O terceiro capítulo, de Henrique S. de Almeida Prado, analisa a importância da atuação dos atores subnacionais nas relações internacionais, através da paradiplomacia e cooperação descentralizada, com o objetivo de promoção da integração fronteiriça dos municípios de países membros do Mercosul. Sua hipótese é de que o envolvimento dos atores subnacionais em zona de fronteira fortalece o processo de integração quando agem de forma estratégica no pleito de suas demandas e na formulação de temas específicos de políticas públicas para a zonas de fronteiras.
O quarto capítulo, de Nahuel Oddone e Horacio Rodríguez Vásquez, discorre sobre as razões e as assimetrias entre os países da América do Norte, Sul e Central. Com foco na América na Latina, os autores afirmam que a região tem encorajado a cooperação transfronteiriça para diversos temas; porém as questões de planejamento territorial, política econômica regional e melhoria na infraestrutura são fundamentais para o desenvolvimento regional, com destaque para a Iniciativa para a Integração da Infraestrutura Regional Sul-Americana (IIRSA) e o Projeto Mesoamericano de Integração e Desenvolvimento (MIDP). Por fim, os autores apresentam um modelo institucional para as microrregiões de fronteira, o que implica em um esquema de governança envolvendo vários níveis institucionais.
O capítulo cinco, de Fábio Régio Bento, descreve as fronteiras como espaços de afirmação de identidades, de integração entre sujeitos de identidades distintas e de proteção de identidades coletivas. A integração não se refere somente aos sujeitos próximos ao governo central, mas também às populações que habitam as cidades de fronteira, importantes atores subnacionais na construção de uma maior integração regional na América do Sul. Para concluir, o autor descreve sobre as cidades da faixa de fronteira, as cidades gêmeas e as cidades conturbadas.

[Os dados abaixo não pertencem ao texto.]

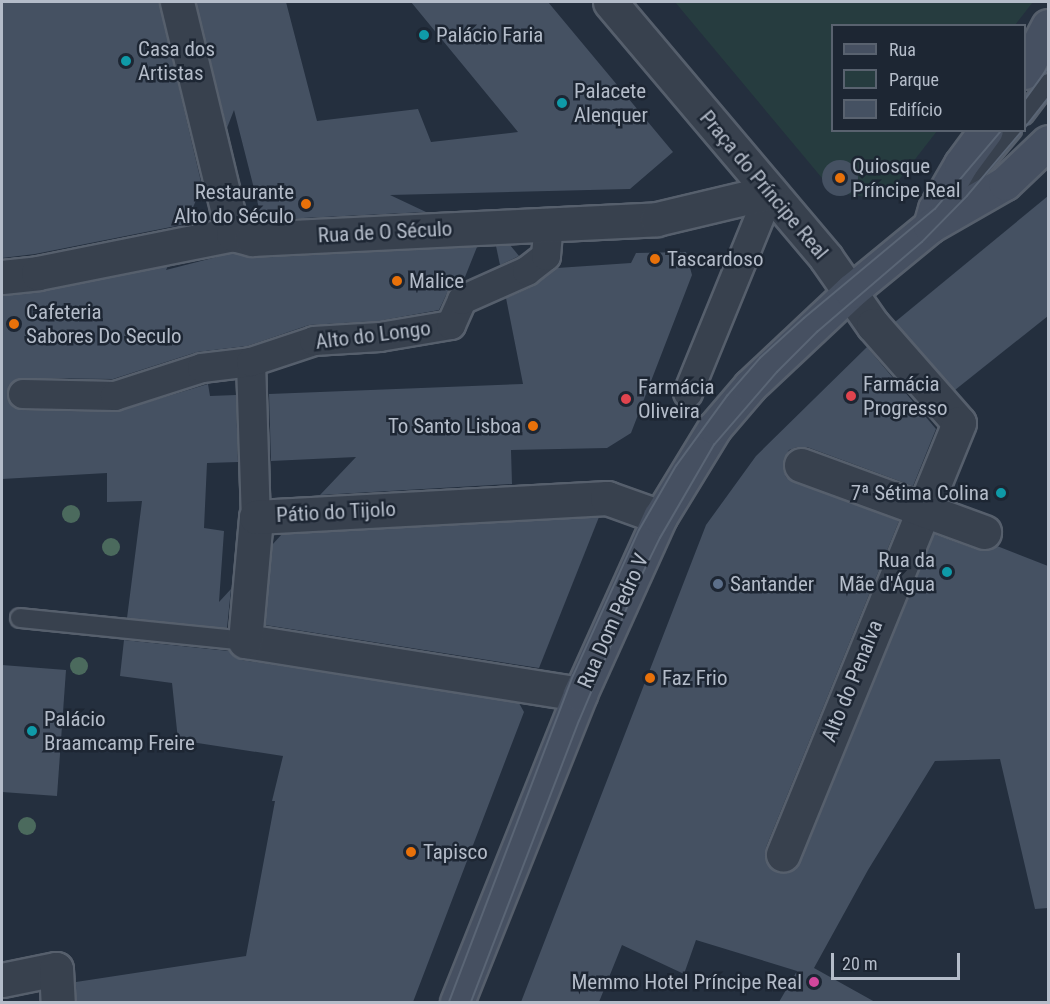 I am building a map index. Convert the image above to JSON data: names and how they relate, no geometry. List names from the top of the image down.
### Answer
{
  "streets": {
    "main road": ["Rua Dom Pedro V"],
    "street": [
      "Praça do Príncipe Real",
      "Rua de O Século",
      "Alto do Longo",
      "Pátio do Tijolo",
      "Alto do Penalva"
    ]
  },
  "crossings": [
    ["Praça do Príncipe Real", "Rua de O Século"],
    ["Praça do Príncipe Real", "Rua Dom Pedro V"],
    ["Rua de O Século", "Alto do Longo"],
    ["Pátio do Tijolo", "Rua Dom Pedro V"]
  ],
  "places": [
    "Palácio Faria",
    "Casa dos Artistas",
    "Palacete Alenquer",
    "Quiosque Príncipe Real",
    "Restaurante Alto do Século",
    "Tascardoso",
    "Malice",
    "Cafeteria Sabores Do Seculo",
    "Farmácia Progresso",
    "Farmácia Oliveira",
    "To Santo Lisboa",
    "7ª Sétima Colina",
    "Rua da Mãe d'Água",
    "Santander",
    "Faz Frio",
    "Palácio Braamcamp Freire",
    "Tapisco",
    "Memmo Hotel Príncipe Real"
  ],
  "legend": ["Rua", "Parque", "Edifício"],
  "scale_bar": "20 m"
} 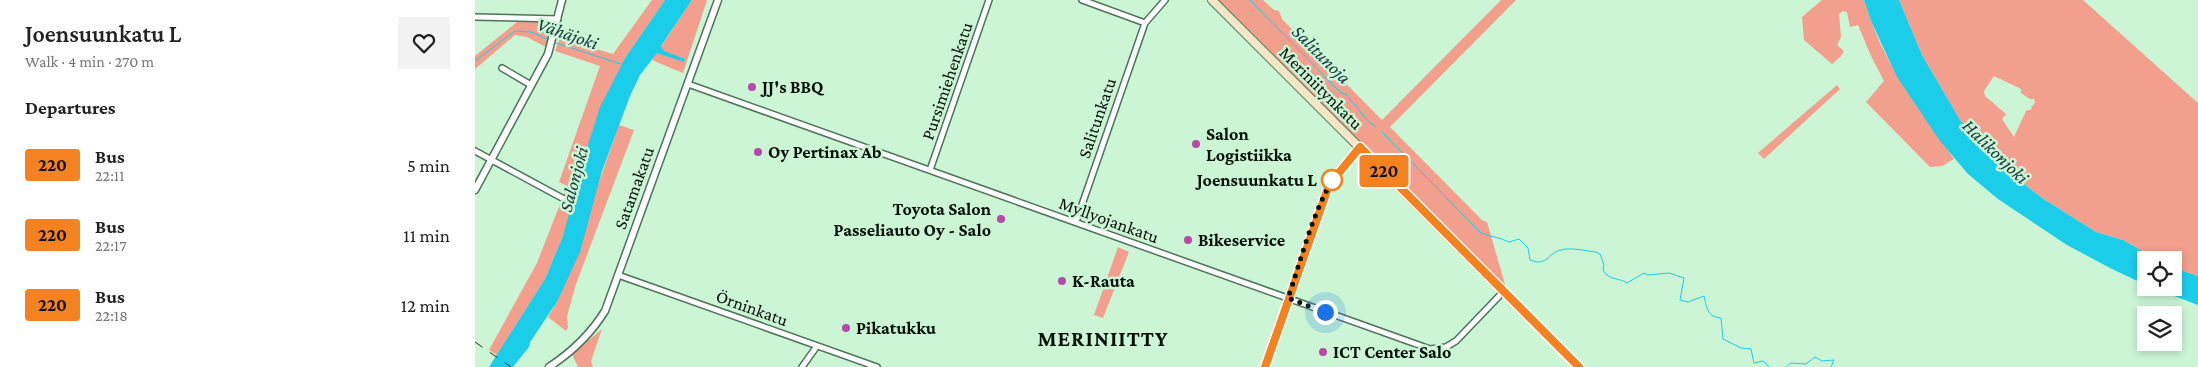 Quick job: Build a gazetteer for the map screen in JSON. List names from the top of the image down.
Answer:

No capítulo seis, Márcio A. Scherma e Sara Solange Alves Ferraz, analisam as teorias funcionalista e neofuncionalista para a cooperação na área da saúde, o papel dos entes subnacionais e o desenvolvimento do Sistema Integrado de Saúde das Fronteiras (SIS-Fronteira), criado em 2005 pelo Brasil e países vizinhos.
O capítulo sete, de Lídia Maria Ribas e Soraya Saab, objetivam debater sobre as políticas públicas para a educação em zonas de fronteira, tomando como base a região de Ponta Porã, no estado de Mato Grosso do Sul, e a inclusão de crianças de Pedro Juan Caballero, do Paraguai. As autoras apontam a importância da administração pública na educação básica e defendem que políticas públicas de integração educacionais poderão trazer benefícios mútuos para ambos lados da fronteira brasileira e paraguaia.
O capítulo oito, de Gustavo Rojas de Cerqueira César, apresenta a integração produtiva Paraguai-Brasil desde os antecedentes econômicos e institucionais, as mudanças políticas e as redefinições que influenciaram as relações bilaterais. Por fim, destaca os investimentos brasileiros fortes no setor primário no Paraguai.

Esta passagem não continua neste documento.